_EXERCISE_
Find every line of the records that has "water" and return it.

━━━━━ MATERIAL PROVIDED ━━━━━

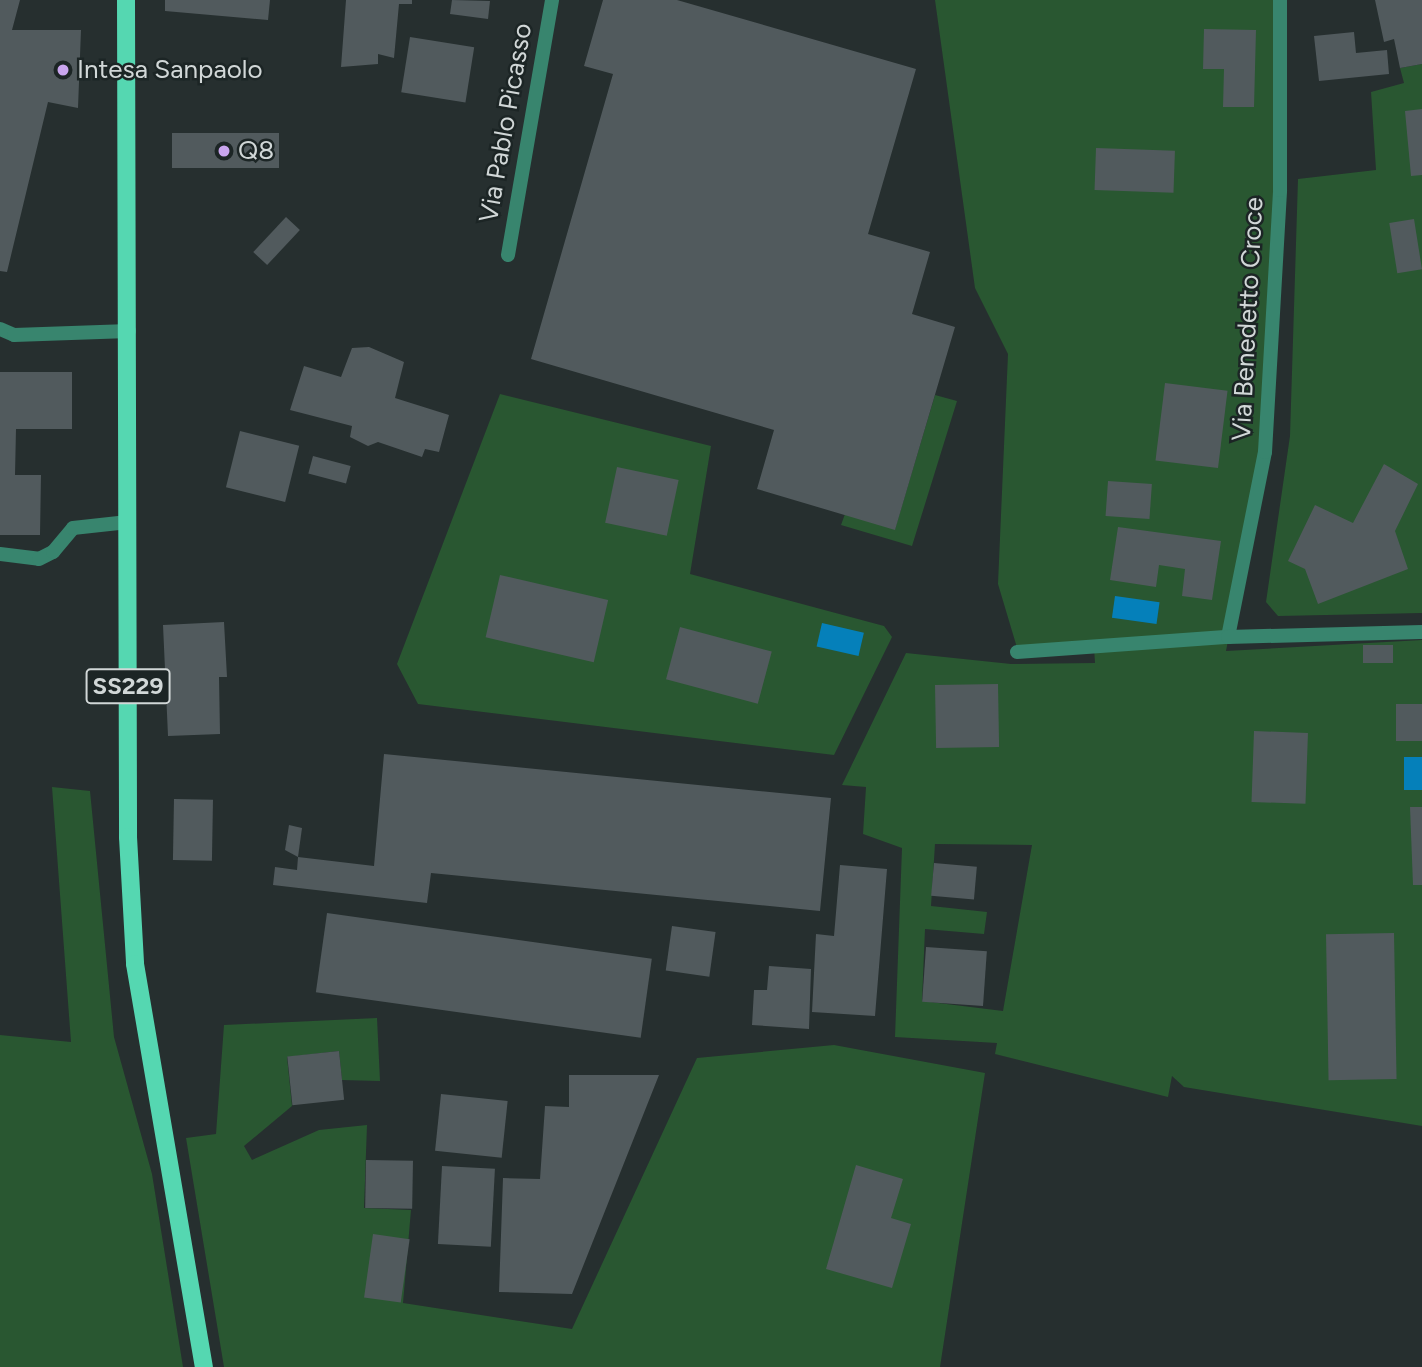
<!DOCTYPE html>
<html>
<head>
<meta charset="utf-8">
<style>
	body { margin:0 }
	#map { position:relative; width:1422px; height:1367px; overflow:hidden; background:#262f2f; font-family:Figtree,sans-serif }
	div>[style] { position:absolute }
	.green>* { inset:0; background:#295731 }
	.water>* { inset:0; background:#0580ba; transform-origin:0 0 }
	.building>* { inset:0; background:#515a5d; transform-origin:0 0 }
	.service>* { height:14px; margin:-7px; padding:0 7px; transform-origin:7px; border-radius:7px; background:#38856e }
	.minor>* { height:14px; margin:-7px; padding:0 7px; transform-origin:7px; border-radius:7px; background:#38856e }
	.primary>* { height:18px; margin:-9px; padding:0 9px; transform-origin:9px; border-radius:9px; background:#55d7b1 }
	.dots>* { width:19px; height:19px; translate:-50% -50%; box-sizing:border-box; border:4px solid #1c2525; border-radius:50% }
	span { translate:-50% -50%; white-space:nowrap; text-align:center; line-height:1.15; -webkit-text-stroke:5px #1c2525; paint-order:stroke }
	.shield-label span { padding:2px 5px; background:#1c2525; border:2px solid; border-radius:5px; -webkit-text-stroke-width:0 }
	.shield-label { font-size:24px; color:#d1d7d7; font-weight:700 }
	.poi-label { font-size:26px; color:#d1d7d7 }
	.left { translate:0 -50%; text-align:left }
	.street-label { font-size:26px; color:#d1d7d7 }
</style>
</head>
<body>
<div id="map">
	<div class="green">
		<i style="clip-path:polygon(evenodd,935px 0,1280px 0,1265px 452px,1226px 651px,1422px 640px,1422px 1126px,1184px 1087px,1172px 1076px,1168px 1097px,995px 1054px,997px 1043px,895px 1037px,902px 848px,863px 834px,866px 787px,842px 785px,906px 653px,1011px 664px,1095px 663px,1094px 647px,1018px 651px,998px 584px,1008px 354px,975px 288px,935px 0,935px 844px,1032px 845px,1003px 1011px,922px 1001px,925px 929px,984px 934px,987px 912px,931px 906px,935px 844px)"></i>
		<i style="clip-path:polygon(1422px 64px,1422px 613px,1278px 616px,1266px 602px,1290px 436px,1298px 179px,1376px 170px,1371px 92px,1404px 83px,1400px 68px)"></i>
		<i style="clip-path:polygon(500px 394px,711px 446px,690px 574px,884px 626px,892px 637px,834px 755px,418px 704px,397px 664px)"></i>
		<i style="clip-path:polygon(935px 395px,957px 401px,912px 546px,841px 525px,845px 514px,895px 529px)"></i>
		<i style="clip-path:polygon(52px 787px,90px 791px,114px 1037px,152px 1174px,183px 1367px,0 1367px,0 1035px,71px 1042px)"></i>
		<i style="clip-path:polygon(377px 1018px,380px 1081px,342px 1080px,339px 1051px,287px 1057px,292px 1106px,244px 1146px,252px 1160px,319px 1130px,367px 1125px,364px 1208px,411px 1210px,403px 1303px,572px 1329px,697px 1058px,834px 1045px,985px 1073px,940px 1367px,224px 1367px,186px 1138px,216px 1134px,224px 1025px)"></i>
	</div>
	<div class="water">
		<i style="left:1115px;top:596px;width:45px;height:22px;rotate:8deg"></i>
		<i style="left:822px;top:623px;width:43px;height:24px;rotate:13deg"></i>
		<i style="left:1422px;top:757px;width:33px;height:18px;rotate:90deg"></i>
	</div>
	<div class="building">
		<i style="clip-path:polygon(0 0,20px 0,12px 30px,81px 30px,78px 108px,48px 102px,7px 272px,0 271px)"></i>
		<i style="clip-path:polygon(165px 0,270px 0,268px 20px,165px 11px)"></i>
		<i style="clip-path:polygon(346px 0,412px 0,412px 4px,399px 4px,394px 58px,378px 54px,378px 64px,341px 67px)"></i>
		<i style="clip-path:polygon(452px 0,490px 1px,488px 19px,450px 14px)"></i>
		<i style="clip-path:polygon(603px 0,677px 0,916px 69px,868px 234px,930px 252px,912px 314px,955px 327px,895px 530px,757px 489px,774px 430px,531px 359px,613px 74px,584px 66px)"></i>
		<i style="clip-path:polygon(1375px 0,1422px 0,1422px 64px,1400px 68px,1394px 39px,1384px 42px)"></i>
		<i style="clip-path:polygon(1204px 29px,1256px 30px,1254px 107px,1223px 107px,1224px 69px,1203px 69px)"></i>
		<i style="clip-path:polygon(1354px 32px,1356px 53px,1387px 50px,1389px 74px,1319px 81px,1314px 36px)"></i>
		<i style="left:410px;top:37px;width:65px;height:56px;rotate:9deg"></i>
		<i style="clip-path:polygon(1422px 109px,1422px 175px,1411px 176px,1405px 111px)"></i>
		<i style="left:279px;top:133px;width:35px;height:107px;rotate:90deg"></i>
		<i style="left:1096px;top:148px;width:79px;height:42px;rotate:2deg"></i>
		<i style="left:286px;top:217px;width:19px;height:48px;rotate:43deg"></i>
		<i style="left:1414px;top:219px;width:51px;height:25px;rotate:81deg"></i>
		<i style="clip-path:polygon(369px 347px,404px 362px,395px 398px,449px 415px,439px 452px,425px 449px,422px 457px,378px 442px,368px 446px,350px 437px,352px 426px,290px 410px,304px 366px,341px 377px,352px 348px)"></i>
		<i style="clip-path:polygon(0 372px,72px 372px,72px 429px,16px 429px,15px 475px,41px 475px,40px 535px,0 535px)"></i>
		<i style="left:1165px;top:383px;width:63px;height:78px;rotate:7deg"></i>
		<i style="left:240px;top:431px;width:61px;height:58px;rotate:14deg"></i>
		<i style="left:313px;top:456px;width:39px;height:18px;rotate:15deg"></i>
		<i style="clip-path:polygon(1384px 464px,1418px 484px,1395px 531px,1408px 569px,1318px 604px,1305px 569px,1288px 561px,1315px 505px,1353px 523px)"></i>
		<i style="left:617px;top:467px;width:63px;height:57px;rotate:12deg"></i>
		<i style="left:1108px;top:481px;width:44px;height:35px;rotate:4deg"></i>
		<i style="clip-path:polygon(1118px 527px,1221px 541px,1212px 600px,1182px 596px,1185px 569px,1159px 565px,1156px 587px,1110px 580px)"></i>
		<i style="left:500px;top:575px;width:111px;height:64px;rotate:13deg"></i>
		<i style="clip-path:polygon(224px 622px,227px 677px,219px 677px,220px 734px,168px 736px,163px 625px)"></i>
		<i style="left:680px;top:627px;width:95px;height:54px;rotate:15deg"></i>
		<i style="left:1363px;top:645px;width:30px;height:18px"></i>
		<i style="left:998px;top:684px;width:63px;height:63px;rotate:89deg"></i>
		<i style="left:1422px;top:704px;width:37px;height:26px;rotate:90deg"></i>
		<i style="left:1254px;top:731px;width:54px;height:71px;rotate:2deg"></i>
		<i style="clip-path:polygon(384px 754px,831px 798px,820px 911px,431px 873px,427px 903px,273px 885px,275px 867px,297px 870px,298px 857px,374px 866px)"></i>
		<i style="left:174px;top:799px;width:39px;height:61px;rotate:1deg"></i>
		<i style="clip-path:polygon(1410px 807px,1422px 807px,1422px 885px,1413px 885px)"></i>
		<i style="clip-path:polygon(289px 825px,302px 828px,298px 857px,285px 850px)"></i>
		<i style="left:934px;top:863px;width:43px;height:33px;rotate:5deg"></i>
		<i style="clip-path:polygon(840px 865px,887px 869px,875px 1016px,812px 1012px,816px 934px,834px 936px)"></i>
		<i style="left:327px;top:913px;width:328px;height:80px;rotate:8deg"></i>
		<i style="left:672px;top:926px;width:44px;height:45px;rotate:8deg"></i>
		<i style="left:1394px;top:933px;width:146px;height:68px;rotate:89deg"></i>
		<i style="left:926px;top:947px;width:61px;height:55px;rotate:4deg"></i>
		<i style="clip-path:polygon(769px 966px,811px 969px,809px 1029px,752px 1025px,754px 990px,767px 990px)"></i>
		<i style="left:339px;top:1051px;width:49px;height:52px;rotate:84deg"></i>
		<i style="clip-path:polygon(569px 1075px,659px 1075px,572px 1294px,499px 1292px,503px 1178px,540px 1179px,545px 1106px,569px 1107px)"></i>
		<i style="left:441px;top:1094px;width:67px;height:57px;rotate:6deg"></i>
		<i style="left:366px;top:1160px;width:47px;height:48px;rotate:1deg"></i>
		<i style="clip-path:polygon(856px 1165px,903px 1179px,891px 1218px,911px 1224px,892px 1288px,826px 1269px)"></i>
		<i style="left:442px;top:1166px;width:53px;height:78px;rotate:3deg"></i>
		<i style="left:373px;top:1234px;width:37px;height:64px;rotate:8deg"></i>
	</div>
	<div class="service">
		<i style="left:0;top:329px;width:15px;rotate:23deg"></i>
		<i style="left:14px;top:335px;width:115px;rotate:-2deg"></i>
		<i style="left:0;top:554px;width:39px;rotate:7deg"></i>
		<i style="left:39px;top:559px;width:16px;rotate:-27deg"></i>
		<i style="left:53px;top:552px;width:31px;rotate:-50deg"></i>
		<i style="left:73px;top:528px;width:55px;rotate:-6.2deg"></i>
	</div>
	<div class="minor">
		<i style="left:508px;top:255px;width:259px;rotate:-80.2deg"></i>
		<i style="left:1228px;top:637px;width:189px;rotate:-78.7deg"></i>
		<i style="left:1265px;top:452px;width:262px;rotate:-86.7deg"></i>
		<i style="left:1280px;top:190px;width:190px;rotate:-90deg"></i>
		<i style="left:1017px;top:652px;width:212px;rotate:-4.1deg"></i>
		<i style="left:1228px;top:637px;width:194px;rotate:-1.5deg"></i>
	</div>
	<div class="primary">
		<i style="left:126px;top:0;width:837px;rotate:89.86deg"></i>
		<i style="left:128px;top:837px;width:127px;rotate:86.8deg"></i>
		<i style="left:135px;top:964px;width:409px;rotate:80.3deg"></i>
	</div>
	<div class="dots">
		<i style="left:63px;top:70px;background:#c9a5ee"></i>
		<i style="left:224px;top:151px;background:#c9a5ee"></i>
	</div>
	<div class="shield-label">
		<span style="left:128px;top:686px">SS229</span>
	</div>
	<div class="poi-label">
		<span class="left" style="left:77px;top:70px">Intesa Sanpaolo</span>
		<span class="left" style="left:238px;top:151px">Q8</span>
	</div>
	<div class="street-label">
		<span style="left:506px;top:123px;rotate:-80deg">Via Pablo Picasso</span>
		<span style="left:1248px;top:319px;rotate:-87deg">Via Benedetto Croce</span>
	</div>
</div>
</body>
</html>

━━━━━

_OUTPUT OF THE TASK_
	.water>* { inset:0; background:#0580ba; transform-origin:0 0 }
	<div class="water">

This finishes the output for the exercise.